▸ What you have to do:
Search the records below for the word "justify". Copy each line where it occurs.

[Collection entries]
▼

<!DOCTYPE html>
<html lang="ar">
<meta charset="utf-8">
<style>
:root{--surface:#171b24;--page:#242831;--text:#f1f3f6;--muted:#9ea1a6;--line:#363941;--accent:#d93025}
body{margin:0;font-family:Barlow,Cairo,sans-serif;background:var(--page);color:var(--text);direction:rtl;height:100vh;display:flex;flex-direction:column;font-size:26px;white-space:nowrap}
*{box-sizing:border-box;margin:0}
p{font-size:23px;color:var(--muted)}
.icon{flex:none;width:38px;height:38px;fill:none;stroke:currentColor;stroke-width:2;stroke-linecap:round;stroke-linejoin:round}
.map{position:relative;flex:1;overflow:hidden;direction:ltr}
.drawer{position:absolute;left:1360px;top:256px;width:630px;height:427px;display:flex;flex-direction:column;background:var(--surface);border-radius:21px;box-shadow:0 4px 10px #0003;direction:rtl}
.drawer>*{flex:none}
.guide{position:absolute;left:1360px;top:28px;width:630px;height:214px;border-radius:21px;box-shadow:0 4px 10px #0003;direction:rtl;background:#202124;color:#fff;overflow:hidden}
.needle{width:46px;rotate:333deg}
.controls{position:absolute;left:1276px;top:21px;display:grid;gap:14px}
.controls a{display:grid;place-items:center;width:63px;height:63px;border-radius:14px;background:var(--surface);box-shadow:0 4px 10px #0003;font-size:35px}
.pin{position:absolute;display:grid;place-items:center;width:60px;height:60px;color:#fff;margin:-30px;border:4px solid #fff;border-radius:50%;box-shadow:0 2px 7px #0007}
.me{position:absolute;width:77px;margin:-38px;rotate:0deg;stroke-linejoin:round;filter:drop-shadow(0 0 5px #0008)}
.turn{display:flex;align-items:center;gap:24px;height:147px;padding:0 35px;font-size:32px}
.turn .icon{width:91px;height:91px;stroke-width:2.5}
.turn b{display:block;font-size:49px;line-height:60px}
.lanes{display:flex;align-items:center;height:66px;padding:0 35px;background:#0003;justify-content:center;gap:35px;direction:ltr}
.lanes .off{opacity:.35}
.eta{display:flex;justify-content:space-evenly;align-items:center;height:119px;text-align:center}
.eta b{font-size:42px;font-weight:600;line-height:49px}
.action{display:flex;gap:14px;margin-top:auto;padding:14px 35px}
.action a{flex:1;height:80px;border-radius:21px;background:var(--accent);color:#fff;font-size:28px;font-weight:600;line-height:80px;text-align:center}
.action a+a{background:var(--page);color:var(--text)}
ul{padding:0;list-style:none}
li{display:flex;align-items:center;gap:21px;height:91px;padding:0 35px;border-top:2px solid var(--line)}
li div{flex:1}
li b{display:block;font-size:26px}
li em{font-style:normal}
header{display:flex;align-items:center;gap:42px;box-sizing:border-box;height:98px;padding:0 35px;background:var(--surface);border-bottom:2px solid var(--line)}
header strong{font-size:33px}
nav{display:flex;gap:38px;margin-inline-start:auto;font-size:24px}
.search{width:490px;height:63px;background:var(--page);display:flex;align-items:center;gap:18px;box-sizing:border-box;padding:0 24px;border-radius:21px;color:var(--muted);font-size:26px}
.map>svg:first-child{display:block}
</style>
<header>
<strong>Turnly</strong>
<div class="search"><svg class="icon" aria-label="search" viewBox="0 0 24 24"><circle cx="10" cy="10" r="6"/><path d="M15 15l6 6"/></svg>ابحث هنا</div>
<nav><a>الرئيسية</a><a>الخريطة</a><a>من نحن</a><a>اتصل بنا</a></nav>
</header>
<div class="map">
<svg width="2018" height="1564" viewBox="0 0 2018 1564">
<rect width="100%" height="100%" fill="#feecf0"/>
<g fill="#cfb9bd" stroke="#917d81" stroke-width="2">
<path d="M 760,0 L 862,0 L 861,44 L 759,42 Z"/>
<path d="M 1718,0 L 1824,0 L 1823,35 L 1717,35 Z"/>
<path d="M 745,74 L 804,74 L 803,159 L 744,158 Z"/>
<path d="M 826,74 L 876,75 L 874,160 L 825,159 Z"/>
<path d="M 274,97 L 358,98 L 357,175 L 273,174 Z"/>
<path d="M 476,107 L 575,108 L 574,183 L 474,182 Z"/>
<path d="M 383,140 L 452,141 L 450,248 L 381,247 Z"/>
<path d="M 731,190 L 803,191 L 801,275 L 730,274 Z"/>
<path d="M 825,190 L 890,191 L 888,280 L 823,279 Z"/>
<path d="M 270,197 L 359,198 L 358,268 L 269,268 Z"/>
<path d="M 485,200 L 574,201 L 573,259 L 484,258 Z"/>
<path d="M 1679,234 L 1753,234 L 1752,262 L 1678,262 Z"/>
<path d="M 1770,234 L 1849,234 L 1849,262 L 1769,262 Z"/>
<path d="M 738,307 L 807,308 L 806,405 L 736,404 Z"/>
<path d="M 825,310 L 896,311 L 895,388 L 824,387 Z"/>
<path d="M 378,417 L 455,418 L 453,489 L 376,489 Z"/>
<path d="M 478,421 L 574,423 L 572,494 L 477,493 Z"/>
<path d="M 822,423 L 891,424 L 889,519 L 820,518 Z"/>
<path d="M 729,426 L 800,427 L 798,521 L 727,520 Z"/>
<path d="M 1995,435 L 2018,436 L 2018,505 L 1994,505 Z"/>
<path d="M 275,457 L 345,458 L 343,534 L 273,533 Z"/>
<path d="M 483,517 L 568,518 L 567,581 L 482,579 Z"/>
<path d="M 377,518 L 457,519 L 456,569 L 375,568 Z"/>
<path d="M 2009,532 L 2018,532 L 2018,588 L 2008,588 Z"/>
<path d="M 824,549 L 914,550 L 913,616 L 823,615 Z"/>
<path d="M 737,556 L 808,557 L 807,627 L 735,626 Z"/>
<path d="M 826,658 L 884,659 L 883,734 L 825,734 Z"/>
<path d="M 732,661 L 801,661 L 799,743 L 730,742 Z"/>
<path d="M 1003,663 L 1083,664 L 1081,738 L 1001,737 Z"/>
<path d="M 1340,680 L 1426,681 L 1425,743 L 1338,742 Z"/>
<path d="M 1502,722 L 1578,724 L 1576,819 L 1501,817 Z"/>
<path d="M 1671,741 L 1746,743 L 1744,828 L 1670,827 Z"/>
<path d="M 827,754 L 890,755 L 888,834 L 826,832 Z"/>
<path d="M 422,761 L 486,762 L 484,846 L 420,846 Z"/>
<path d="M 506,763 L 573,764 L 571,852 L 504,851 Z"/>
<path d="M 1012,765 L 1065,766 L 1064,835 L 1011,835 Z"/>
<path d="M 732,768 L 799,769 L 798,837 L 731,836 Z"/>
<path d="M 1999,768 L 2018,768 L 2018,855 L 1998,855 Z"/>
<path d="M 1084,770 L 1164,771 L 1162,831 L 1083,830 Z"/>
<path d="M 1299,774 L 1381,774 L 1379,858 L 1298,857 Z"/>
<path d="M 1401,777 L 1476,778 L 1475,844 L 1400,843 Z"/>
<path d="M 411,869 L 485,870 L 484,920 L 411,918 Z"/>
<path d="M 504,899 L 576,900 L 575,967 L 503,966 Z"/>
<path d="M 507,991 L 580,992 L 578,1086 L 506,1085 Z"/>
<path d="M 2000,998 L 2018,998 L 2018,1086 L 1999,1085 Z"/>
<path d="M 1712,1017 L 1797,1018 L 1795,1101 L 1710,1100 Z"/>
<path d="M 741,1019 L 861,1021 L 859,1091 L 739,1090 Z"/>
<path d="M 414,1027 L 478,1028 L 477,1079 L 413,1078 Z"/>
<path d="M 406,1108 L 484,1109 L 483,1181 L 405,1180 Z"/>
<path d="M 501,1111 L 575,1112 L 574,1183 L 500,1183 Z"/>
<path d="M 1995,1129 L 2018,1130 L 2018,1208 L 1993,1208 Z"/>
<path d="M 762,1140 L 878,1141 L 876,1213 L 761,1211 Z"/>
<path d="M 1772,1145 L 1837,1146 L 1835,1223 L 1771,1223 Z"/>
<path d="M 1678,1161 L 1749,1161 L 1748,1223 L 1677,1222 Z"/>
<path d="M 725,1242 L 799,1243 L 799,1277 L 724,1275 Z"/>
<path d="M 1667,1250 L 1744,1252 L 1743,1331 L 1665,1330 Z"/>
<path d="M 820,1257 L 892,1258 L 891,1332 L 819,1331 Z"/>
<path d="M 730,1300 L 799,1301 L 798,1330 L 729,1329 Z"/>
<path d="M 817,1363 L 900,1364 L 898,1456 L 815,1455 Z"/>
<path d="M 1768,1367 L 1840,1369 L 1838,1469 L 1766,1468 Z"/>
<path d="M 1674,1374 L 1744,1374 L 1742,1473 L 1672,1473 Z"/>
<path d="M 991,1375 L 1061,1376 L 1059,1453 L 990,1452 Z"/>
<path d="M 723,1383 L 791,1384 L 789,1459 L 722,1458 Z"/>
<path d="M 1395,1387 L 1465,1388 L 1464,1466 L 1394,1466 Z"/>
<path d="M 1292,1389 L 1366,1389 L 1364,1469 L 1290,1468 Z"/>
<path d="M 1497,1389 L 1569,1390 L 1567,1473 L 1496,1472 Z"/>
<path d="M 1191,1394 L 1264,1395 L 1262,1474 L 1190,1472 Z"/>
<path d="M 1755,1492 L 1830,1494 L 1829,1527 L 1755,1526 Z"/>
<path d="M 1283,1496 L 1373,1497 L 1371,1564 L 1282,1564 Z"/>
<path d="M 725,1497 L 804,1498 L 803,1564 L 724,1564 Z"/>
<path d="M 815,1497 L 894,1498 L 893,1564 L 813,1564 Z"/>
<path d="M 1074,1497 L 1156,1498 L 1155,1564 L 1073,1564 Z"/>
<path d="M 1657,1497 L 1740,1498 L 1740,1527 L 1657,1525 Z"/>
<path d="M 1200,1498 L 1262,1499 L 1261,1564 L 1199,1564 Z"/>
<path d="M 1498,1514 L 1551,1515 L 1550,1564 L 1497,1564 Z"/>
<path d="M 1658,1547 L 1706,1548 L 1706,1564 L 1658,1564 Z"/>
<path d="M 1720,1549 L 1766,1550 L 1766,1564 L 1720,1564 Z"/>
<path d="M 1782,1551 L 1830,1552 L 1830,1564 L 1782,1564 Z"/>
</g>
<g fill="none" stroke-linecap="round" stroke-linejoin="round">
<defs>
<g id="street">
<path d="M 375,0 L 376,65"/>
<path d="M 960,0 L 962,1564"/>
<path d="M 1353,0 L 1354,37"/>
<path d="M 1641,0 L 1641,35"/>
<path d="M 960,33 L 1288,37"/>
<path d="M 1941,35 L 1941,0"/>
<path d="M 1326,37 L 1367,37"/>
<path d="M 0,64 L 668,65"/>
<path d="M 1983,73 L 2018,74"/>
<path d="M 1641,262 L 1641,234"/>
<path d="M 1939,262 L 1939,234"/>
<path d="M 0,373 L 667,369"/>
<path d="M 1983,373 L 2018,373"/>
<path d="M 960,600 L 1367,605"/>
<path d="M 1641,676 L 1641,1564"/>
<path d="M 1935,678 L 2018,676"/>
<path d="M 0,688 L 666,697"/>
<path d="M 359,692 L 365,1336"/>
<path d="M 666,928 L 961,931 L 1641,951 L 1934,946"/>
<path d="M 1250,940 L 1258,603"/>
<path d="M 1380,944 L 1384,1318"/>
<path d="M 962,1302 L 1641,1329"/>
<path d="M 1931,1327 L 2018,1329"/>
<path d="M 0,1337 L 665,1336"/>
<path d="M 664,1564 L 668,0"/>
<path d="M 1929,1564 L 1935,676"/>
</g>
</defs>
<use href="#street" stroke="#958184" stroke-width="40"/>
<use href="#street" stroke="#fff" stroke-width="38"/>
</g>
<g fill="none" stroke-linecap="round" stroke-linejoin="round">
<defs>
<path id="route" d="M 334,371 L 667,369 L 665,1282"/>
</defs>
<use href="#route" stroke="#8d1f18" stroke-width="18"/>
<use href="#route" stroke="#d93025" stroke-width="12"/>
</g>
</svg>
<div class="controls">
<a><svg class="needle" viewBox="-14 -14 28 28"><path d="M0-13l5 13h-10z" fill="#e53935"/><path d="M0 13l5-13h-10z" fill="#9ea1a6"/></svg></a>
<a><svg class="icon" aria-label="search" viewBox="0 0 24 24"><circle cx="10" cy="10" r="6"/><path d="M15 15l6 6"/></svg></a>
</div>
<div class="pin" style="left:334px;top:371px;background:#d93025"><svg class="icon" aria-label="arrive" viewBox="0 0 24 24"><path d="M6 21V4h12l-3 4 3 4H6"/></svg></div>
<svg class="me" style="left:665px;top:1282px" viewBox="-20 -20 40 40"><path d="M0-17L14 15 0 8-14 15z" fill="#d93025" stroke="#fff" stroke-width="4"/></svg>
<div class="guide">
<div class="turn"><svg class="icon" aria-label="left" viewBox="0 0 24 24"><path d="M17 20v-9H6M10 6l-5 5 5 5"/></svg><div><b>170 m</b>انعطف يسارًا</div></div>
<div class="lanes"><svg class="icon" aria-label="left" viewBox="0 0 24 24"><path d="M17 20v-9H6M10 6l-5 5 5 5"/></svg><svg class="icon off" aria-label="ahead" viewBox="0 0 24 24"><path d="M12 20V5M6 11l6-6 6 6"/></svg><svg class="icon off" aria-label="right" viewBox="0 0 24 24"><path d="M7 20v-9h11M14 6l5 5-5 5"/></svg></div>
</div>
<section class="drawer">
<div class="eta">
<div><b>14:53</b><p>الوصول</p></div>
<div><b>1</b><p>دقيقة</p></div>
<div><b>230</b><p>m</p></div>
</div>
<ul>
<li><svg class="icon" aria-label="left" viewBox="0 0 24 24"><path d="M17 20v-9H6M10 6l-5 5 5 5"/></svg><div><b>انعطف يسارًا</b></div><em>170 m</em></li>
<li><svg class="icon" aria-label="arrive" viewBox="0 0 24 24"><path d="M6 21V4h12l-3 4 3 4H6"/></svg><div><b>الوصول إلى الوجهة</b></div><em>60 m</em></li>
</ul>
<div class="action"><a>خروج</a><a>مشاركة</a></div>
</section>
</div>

▲

▸ Expected answer:
.lanes{display:flex;align-items:center;height:66px;padding:0 35px;background:#0003;justify-content:center;gap:35px;direction:ltr}
.eta{display:flex;justify-content:space-evenly;align-items:center;height:119px;text-align:center}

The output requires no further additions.